*TASK PROMPT*: Locate the line containing "M4,497l38,-60 4,-40", then please write out that line and all the lines below it in the entries exactly.

*EXERCISE DATA*:
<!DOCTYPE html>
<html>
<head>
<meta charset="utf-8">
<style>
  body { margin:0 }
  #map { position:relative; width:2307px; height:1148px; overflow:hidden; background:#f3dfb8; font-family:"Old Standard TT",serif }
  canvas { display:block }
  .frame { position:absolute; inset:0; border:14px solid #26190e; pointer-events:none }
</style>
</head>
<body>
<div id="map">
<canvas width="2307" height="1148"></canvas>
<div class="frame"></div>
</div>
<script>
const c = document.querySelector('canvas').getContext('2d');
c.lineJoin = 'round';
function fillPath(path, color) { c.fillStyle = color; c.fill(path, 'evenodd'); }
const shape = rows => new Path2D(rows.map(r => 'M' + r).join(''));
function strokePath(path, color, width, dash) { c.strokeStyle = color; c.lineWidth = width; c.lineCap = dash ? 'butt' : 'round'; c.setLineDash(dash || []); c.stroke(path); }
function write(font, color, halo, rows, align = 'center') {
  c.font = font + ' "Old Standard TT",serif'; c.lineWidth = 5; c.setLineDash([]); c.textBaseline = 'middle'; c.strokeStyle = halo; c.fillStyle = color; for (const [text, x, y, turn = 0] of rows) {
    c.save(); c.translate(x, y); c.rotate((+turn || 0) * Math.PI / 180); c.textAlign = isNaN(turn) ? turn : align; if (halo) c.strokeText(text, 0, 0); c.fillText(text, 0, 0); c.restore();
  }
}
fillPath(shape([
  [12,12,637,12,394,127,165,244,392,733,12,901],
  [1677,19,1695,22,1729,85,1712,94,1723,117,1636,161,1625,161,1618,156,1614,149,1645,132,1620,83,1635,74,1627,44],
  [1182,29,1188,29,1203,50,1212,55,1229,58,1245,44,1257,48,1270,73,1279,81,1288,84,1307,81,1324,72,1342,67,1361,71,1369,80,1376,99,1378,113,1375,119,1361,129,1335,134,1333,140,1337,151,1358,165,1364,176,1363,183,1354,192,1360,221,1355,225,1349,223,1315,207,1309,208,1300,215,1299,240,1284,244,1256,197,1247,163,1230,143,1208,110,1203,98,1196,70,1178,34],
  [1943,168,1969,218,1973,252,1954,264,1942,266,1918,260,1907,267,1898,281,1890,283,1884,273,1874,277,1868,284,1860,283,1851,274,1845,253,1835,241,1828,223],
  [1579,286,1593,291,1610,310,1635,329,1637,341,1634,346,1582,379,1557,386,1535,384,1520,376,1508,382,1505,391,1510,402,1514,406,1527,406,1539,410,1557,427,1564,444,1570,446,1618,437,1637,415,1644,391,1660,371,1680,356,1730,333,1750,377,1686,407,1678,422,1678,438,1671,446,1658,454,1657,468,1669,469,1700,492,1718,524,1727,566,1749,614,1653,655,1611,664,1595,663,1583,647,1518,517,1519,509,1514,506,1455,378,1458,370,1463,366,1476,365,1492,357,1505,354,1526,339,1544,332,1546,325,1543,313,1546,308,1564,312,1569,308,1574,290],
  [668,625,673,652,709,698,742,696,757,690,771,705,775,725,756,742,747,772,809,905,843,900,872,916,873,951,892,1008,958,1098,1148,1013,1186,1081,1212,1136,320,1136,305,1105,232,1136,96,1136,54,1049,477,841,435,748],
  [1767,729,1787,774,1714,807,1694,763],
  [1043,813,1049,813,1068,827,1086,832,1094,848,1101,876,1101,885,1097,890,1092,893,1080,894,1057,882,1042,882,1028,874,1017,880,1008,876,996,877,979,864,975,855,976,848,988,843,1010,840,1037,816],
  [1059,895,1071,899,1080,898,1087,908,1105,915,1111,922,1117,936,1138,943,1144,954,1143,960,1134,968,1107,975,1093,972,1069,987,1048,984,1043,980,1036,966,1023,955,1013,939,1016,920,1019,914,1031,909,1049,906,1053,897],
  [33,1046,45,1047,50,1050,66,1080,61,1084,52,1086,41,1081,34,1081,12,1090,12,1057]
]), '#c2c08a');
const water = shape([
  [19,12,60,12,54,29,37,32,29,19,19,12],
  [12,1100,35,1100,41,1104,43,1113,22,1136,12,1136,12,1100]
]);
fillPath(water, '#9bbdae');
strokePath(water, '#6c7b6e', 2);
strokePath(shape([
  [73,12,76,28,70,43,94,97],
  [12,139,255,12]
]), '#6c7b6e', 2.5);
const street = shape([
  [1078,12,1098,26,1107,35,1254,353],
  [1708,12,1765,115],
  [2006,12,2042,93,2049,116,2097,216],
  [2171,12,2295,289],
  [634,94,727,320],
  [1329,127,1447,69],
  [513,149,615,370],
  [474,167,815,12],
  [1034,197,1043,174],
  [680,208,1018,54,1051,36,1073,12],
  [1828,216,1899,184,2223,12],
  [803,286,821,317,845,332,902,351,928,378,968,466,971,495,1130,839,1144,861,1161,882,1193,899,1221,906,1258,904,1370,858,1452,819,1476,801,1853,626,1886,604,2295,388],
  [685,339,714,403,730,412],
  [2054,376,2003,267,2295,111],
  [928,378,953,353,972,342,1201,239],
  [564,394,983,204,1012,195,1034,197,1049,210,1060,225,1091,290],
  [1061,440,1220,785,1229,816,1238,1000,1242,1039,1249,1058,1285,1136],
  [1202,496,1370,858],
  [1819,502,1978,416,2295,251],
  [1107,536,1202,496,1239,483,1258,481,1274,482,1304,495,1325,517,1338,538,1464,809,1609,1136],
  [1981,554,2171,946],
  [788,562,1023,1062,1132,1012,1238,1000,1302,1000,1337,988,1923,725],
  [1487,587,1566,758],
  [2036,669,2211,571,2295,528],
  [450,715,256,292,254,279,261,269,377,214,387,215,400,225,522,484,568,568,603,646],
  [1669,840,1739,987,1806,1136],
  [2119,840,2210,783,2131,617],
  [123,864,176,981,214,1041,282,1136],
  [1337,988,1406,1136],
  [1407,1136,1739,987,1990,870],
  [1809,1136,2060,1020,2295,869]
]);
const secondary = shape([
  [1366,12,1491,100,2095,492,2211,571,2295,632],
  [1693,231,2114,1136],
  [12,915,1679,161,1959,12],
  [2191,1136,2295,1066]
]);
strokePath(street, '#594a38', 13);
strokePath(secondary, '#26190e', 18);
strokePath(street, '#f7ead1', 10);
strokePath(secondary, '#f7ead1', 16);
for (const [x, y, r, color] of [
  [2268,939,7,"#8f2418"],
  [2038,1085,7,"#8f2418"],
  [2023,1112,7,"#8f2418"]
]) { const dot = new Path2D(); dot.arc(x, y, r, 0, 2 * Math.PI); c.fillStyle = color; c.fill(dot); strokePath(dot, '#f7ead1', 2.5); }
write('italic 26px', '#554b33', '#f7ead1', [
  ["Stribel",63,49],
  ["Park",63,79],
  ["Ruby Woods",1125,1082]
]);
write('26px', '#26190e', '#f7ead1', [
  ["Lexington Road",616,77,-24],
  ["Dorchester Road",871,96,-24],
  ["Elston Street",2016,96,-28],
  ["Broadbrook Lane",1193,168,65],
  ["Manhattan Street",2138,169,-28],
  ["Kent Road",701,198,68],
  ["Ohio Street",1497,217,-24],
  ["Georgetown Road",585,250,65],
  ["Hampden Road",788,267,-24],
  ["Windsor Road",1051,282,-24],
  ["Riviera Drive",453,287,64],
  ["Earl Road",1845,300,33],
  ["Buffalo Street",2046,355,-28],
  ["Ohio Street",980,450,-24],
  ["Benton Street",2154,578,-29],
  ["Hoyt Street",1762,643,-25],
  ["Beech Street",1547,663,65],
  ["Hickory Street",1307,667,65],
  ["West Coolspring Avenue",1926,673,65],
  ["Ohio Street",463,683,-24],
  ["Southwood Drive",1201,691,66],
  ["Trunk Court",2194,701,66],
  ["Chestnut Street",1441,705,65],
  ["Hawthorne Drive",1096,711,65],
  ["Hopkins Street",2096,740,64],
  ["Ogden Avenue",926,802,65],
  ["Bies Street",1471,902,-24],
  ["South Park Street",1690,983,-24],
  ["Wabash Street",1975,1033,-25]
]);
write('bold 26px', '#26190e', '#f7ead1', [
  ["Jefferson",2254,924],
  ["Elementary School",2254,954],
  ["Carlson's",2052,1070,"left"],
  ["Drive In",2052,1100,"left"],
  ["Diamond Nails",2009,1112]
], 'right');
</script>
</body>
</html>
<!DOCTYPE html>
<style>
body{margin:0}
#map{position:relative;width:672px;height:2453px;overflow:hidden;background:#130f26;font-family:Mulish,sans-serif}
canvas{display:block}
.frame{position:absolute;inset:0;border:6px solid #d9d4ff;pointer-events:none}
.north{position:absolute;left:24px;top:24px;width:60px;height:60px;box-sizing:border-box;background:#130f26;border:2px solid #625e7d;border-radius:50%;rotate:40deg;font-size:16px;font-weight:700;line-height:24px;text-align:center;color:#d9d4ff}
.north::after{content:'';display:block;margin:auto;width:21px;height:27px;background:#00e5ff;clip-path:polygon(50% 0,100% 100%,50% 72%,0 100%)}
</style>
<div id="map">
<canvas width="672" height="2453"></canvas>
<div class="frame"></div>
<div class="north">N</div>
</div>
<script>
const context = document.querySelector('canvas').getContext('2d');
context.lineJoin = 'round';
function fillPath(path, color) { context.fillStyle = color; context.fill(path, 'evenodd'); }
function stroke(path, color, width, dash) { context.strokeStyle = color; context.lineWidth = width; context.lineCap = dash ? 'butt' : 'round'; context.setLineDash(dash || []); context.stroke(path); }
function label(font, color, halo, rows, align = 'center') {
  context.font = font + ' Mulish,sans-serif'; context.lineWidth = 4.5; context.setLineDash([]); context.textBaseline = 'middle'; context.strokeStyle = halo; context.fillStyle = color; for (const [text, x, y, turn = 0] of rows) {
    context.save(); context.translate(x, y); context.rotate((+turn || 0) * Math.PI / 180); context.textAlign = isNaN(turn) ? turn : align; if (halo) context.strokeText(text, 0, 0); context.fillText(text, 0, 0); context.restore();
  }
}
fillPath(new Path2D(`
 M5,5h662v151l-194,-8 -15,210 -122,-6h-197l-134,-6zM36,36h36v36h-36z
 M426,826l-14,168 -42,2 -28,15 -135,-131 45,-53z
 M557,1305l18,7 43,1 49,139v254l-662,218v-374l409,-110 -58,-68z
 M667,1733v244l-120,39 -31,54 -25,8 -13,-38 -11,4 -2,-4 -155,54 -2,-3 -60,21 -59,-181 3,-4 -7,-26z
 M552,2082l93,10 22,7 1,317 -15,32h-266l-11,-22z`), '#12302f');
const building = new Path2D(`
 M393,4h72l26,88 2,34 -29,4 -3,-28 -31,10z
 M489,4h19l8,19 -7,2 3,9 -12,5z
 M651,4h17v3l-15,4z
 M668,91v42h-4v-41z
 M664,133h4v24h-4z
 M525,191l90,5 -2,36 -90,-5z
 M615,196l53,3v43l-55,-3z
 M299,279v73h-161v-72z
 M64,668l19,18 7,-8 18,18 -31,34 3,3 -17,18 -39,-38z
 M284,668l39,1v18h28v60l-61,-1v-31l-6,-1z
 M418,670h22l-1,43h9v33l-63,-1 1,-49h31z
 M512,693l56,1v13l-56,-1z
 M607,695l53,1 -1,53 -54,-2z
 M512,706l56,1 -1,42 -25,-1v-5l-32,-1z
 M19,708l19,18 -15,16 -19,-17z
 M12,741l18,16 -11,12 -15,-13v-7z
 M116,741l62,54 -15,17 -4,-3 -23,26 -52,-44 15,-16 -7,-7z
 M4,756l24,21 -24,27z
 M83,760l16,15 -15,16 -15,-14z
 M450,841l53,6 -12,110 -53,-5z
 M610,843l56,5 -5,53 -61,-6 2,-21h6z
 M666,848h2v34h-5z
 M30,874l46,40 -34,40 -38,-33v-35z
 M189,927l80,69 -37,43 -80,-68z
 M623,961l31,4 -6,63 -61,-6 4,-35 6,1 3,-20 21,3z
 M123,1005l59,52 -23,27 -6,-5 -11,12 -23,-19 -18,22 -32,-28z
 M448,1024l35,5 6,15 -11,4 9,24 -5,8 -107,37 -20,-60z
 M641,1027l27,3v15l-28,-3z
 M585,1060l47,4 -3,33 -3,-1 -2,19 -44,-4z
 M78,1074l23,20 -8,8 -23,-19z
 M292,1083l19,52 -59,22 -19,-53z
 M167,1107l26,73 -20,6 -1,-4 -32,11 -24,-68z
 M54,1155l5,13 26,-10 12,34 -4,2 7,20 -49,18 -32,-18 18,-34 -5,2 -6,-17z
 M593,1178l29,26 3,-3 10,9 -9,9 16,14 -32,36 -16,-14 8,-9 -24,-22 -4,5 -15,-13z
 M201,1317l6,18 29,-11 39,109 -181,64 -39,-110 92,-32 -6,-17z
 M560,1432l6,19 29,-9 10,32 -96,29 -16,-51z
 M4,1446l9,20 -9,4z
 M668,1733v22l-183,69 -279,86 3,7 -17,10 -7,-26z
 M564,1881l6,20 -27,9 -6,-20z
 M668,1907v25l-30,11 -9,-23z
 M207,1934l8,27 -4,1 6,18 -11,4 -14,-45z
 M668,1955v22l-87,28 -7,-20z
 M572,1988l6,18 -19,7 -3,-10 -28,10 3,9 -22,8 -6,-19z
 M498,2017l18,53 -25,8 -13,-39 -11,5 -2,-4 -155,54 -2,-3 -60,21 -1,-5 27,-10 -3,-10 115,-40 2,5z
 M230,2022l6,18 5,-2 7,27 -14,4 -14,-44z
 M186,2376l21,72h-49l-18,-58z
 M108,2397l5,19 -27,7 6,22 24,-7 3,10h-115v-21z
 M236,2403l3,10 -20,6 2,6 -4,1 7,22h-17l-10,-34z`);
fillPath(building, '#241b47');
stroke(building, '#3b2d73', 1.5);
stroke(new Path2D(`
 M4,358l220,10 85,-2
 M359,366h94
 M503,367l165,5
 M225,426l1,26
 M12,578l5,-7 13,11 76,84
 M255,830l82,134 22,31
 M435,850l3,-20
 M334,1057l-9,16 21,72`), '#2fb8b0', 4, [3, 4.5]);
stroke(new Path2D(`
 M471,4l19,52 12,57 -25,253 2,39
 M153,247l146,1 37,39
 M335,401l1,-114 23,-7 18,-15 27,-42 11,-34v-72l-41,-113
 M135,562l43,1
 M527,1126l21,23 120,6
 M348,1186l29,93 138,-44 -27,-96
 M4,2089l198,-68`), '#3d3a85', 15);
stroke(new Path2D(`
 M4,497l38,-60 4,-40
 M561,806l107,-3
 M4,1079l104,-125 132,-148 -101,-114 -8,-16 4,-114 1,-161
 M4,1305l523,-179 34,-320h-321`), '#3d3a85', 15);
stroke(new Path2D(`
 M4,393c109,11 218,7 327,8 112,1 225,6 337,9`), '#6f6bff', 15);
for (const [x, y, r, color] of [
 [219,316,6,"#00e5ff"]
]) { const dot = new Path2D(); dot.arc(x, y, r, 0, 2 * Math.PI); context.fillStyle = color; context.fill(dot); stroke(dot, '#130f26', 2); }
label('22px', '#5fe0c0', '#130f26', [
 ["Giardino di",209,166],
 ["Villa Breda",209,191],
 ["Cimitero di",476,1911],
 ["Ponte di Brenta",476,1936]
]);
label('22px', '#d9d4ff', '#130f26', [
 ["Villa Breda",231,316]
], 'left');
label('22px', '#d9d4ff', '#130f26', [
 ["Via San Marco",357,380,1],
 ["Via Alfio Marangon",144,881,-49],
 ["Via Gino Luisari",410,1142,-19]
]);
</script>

*REPLY*:
 M4,497l38,-60 4,-40
 M561,806l107,-3
 M4,1079l104,-125 132,-148 -101,-114 -8,-16 4,-114 1,-161
 M4,1305l523,-179 34,-320h-321`), '#3d3a85', 15);
stroke(new Path2D(`
 M4,393c109,11 218,7 327,8 112,1 225,6 337,9`), '#6f6bff', 15);
for (const [x, y, r, color] of [
 [219,316,6,"#00e5ff"]
]) { const dot = new Path2D(); dot.arc(x, y, r, 0, 2 * Math.PI); context.fillStyle = color; context.fill(dot); stroke(dot, '#130f26', 2); }
label('22px', '#5fe0c0', '#130f26', [
 ["Giardino di",209,166],
 ["Villa Breda",209,191],
 ["Cimitero di",476,1911],
 ["Ponte di Brenta",476,1936]
]);
label('22px', '#d9d4ff', '#130f26', [
 ["Villa Breda",231,316]
], 'left');
label('22px', '#d9d4ff', '#130f26', [
 ["Via San Marco",357,380,1],
 ["Via Alfio Marangon",144,881,-49],
 ["Via Gino Luisari",410,1142,-19]
]);
</script>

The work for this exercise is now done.